(Data entries)
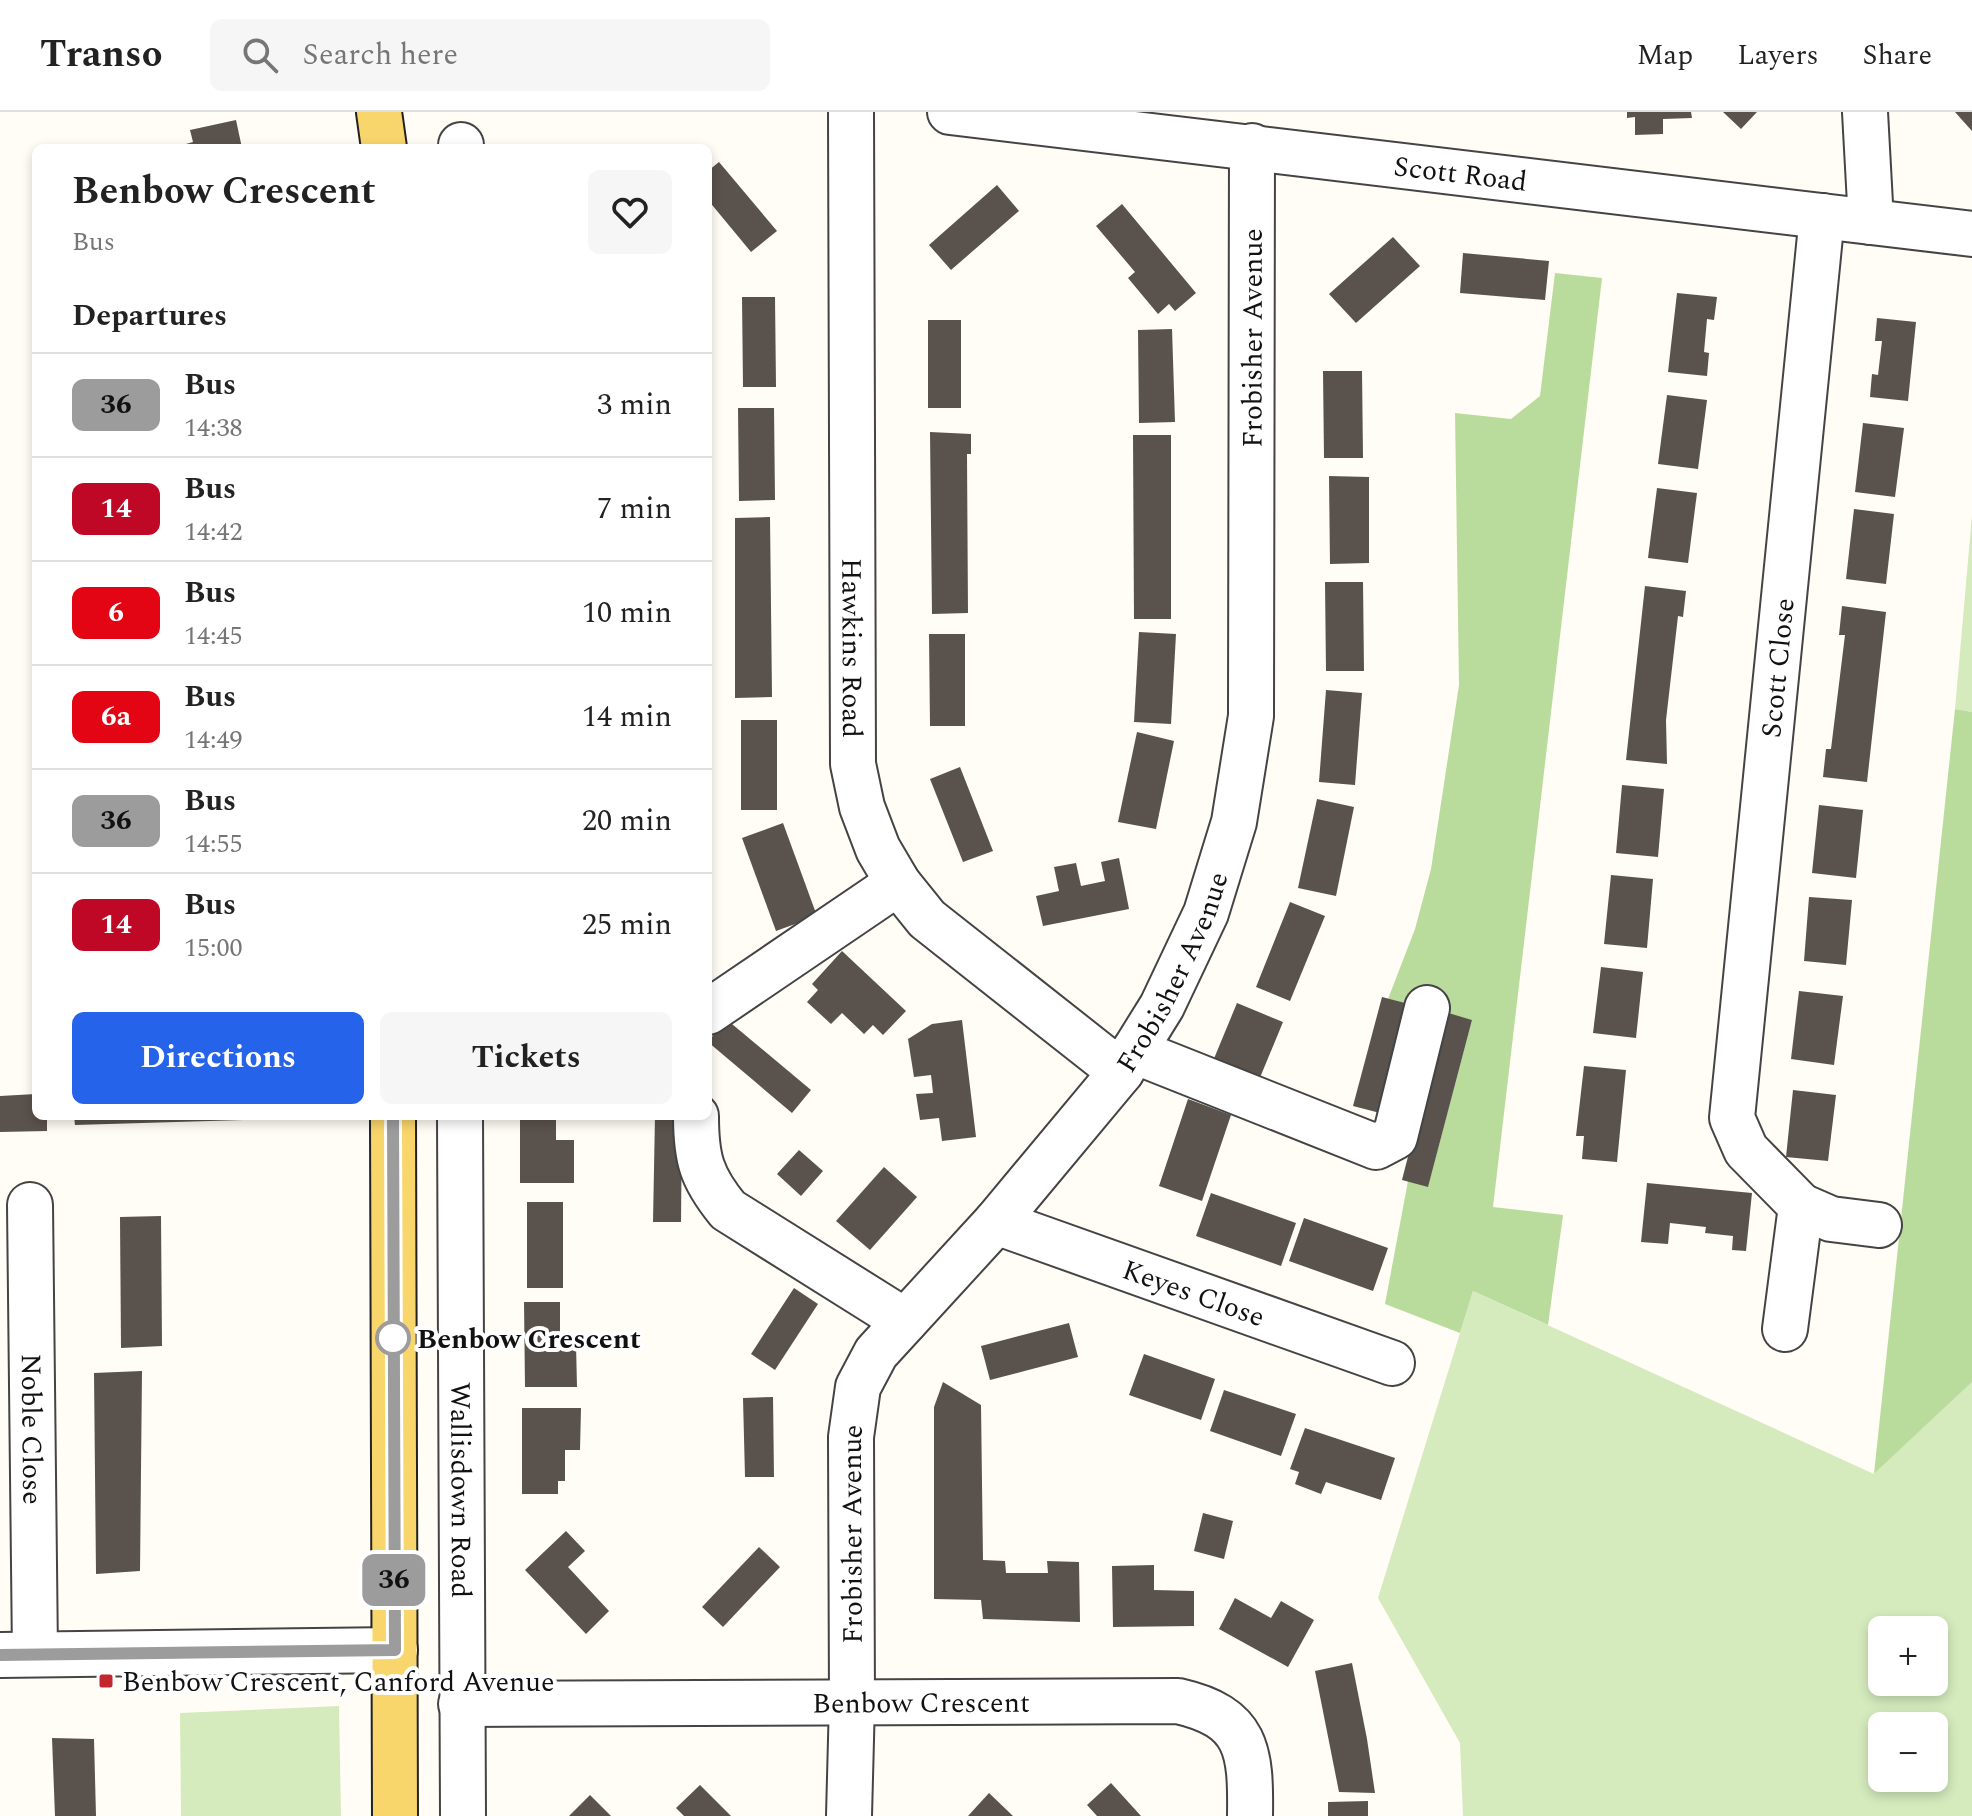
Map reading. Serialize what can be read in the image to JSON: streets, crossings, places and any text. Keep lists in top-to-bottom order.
{
  "streets": {
    "street": [
      "Scott Road",
      "Frobisher Avenue",
      "Hawkins Road",
      "Scott Close",
      "Keyes Close",
      "Noble Close",
      "Wallisdown Road",
      "Benbow Crescent"
    ]
  },
  "crossings": [
    ["Scott Road", "Frobisher Avenue"],
    ["Scott Road", "Scott Close"],
    ["Frobisher Avenue", "Hawkins Road"],
    ["Frobisher Avenue", "Keyes Close"],
    ["Frobisher Avenue", "Benbow Crescent"],
    ["Wallisdown Road", "Benbow Crescent"]
  ],
  "places": {
    "other": ["Benbow Crescent"],
    "transit": ["Benbow Crescent, Canford Avenue"]
  },
  "lines": ["bus line 36"],
  "page": {
    "header": "Transo",
    "search": "Search here",
    "nav": ["Map", "Layers", "Share"],
    "on_map": "36",
    "heading": [
      ["Benbow Crescent", "Bus"],
      "Departures"
    ],
    "list": [
      {
        "mark": "36",
        "name": "Bus",
        "note": "14:38",
        "value": "3 min"
      },
      {
        "mark": "14",
        "name": "Bus",
        "note": "14:42",
        "value": "7 min"
      },
      {
        "mark": "6",
        "name": "Bus",
        "note": "14:45",
        "value": "10 min"
      },
      {
        "mark": "6a",
        "name": "Bus",
        "note": "14:49",
        "value": "14 min"
      },
      {
        "mark": "36",
        "name": "Bus",
        "note": "14:55",
        "value": "20 min"
      },
      {
        "mark": "14",
        "name": "Bus",
        "note": "15:00",
        "value": "25 min"
      }
    ],
    "buttons": ["Directions", "Tickets"],
    "map_buttons": ["+", "−"]
  }
}
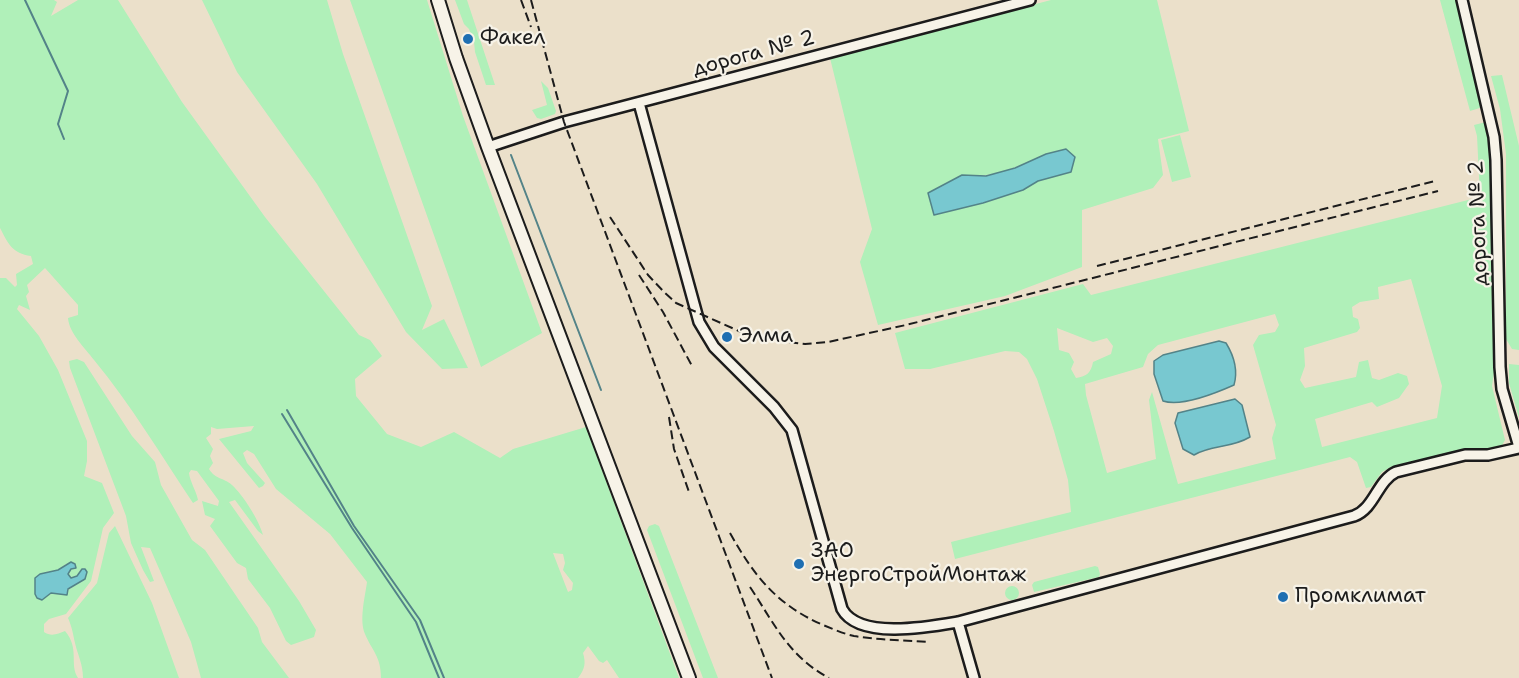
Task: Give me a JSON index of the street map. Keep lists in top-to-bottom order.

About this task
All the records need to be set down word for word, with the images left out.

Response
Map reading. Serialize what can be read in the image to JSON: streets, crossings, places and any text. Keep lists in top-to-bottom order.
{
  "streets": {
    "street": [
      "Scott Road",
      "Frobisher Avenue",
      "Hawkins Road",
      "Scott Close",
      "Keyes Close",
      "Noble Close",
      "Wallisdown Road",
      "Benbow Crescent"
    ]
  },
  "crossings": [
    ["Scott Road", "Frobisher Avenue"],
    ["Scott Road", "Scott Close"],
    ["Frobisher Avenue", "Hawkins Road"],
    ["Frobisher Avenue", "Keyes Close"],
    ["Frobisher Avenue", "Benbow Crescent"],
    ["Wallisdown Road", "Benbow Crescent"]
  ],
  "places": {
    "other": ["Benbow Crescent"],
    "transit": ["Benbow Crescent, Canford Avenue"]
  },
  "lines": ["bus line 36"],
  "page": {
    "header": "Transo",
    "search": "Search here",
    "nav": ["Map", "Layers", "Share"],
    "on_map": "36",
    "heading": [
      ["Benbow Crescent", "Bus"],
      "Departures"
    ],
    "list": [
      {
        "mark": "36",
        "name": "Bus",
        "note": "14:38",
        "value": "3 min"
      },
      {
        "mark": "14",
        "name": "Bus",
        "note": "14:42",
        "value": "7 min"
      },
      {
        "mark": "6",
        "name": "Bus",
        "note": "14:45",
        "value": "10 min"
      },
      {
        "mark": "6a",
        "name": "Bus",
        "note": "14:49",
        "value": "14 min"
      },
      {
        "mark": "36",
        "name": "Bus",
        "note": "14:55",
        "value": "20 min"
      },
      {
        "mark": "14",
        "name": "Bus",
        "note": "15:00",
        "value": "25 min"
      }
    ],
    "buttons": ["Directions", "Tickets"],
    "map_buttons": ["+", "−"]
  }
}
Task: Give me a JSON index of the street map. Keep lists in top-to-bottom order.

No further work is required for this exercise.